ACTIVITY: Give a bare count of the lines with "Math" in the material below.

PROVIDED RECORDS:
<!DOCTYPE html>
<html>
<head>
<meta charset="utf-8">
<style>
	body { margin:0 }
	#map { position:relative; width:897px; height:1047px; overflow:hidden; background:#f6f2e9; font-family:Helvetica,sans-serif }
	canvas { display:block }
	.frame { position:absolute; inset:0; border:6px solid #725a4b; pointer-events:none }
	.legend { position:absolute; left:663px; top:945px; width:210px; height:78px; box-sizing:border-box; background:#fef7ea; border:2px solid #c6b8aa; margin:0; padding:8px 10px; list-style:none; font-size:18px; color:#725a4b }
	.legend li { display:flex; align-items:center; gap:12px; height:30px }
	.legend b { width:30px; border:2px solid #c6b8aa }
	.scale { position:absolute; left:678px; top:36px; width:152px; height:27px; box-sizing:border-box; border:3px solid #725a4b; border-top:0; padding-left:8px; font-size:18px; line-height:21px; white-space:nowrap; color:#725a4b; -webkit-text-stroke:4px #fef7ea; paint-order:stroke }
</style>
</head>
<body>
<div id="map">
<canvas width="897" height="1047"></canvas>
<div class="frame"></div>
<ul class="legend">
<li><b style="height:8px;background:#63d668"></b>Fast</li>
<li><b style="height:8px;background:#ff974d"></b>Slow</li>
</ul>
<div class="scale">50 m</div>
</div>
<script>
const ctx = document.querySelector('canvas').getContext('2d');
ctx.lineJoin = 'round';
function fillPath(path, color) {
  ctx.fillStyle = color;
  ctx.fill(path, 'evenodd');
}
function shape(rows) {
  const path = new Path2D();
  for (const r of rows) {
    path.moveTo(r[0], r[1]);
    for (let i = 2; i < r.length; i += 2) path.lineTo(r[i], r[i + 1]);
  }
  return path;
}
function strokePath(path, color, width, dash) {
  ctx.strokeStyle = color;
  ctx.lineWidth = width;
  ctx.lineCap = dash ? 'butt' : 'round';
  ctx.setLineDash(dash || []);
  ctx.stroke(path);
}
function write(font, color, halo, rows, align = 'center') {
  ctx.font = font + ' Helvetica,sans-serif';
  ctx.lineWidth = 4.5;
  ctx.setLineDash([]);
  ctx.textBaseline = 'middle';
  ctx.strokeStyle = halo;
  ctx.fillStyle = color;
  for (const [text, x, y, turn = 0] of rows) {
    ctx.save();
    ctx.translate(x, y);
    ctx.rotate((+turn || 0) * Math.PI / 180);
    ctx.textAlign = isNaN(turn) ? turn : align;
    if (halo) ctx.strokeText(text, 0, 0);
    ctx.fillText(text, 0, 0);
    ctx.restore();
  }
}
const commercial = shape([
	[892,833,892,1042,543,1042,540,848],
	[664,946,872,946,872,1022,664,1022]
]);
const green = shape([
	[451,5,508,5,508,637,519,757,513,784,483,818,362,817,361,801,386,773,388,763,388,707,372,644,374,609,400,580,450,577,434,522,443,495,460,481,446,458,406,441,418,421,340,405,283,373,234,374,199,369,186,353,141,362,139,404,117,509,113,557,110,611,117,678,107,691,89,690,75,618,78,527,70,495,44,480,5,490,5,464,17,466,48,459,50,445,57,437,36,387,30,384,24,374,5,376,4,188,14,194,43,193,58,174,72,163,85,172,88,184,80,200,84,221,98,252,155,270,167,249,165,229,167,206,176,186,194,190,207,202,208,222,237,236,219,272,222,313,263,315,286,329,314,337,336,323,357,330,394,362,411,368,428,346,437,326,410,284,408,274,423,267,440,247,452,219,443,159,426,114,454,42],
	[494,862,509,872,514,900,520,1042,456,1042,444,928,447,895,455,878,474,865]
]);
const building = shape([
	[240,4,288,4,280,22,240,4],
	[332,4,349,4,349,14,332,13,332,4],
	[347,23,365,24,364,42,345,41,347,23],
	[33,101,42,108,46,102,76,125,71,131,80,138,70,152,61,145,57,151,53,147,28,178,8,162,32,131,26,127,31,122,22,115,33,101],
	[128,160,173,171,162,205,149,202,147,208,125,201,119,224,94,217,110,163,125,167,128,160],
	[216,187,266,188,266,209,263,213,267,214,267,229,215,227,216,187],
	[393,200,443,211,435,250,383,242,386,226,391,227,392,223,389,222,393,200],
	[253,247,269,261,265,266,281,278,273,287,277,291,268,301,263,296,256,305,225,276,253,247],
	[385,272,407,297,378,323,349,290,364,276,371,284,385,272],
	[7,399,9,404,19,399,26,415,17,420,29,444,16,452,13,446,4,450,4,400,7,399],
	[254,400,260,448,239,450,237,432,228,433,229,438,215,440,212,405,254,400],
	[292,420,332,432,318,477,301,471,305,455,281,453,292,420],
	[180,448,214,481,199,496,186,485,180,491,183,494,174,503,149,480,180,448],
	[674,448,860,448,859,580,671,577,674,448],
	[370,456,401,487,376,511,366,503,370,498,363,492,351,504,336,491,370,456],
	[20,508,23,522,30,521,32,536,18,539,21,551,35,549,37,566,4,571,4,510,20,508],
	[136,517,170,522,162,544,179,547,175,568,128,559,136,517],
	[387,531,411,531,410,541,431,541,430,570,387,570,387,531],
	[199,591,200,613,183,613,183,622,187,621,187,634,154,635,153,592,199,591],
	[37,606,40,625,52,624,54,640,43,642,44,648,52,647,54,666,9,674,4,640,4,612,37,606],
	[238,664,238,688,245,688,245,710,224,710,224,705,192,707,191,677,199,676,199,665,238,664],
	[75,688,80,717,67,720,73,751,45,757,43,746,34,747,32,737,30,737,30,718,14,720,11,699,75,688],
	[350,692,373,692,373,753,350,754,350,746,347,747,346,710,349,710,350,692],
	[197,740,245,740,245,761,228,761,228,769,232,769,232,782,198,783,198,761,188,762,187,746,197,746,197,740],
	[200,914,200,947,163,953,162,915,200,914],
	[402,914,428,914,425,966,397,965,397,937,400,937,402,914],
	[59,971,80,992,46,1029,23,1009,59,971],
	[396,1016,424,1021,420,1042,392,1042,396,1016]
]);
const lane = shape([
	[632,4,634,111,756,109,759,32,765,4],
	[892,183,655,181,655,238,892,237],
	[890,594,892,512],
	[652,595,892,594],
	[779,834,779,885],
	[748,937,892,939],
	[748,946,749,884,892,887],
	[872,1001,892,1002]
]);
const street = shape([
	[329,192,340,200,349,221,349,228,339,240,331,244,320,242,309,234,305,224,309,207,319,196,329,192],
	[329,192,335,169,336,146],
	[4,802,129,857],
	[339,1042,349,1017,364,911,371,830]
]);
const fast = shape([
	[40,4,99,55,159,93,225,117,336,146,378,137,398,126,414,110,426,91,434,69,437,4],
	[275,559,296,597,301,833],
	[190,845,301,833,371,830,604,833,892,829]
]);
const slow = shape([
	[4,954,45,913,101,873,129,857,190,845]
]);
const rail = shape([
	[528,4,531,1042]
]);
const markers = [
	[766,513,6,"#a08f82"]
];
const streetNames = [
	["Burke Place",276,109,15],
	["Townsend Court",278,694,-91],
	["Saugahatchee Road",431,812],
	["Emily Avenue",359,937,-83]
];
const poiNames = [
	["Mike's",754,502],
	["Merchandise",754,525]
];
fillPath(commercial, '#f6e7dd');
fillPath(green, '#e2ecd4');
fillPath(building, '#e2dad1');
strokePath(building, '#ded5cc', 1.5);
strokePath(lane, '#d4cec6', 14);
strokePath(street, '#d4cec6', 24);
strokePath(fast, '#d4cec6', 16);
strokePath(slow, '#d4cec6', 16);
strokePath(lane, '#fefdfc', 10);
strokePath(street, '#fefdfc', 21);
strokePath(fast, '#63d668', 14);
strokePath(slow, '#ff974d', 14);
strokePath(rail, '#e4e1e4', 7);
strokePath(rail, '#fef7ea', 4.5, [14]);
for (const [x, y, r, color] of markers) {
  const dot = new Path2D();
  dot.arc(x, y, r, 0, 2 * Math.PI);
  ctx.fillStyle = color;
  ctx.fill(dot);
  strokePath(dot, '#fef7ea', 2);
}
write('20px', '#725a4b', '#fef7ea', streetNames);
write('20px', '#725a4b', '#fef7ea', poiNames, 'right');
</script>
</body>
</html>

OUTPUT: 2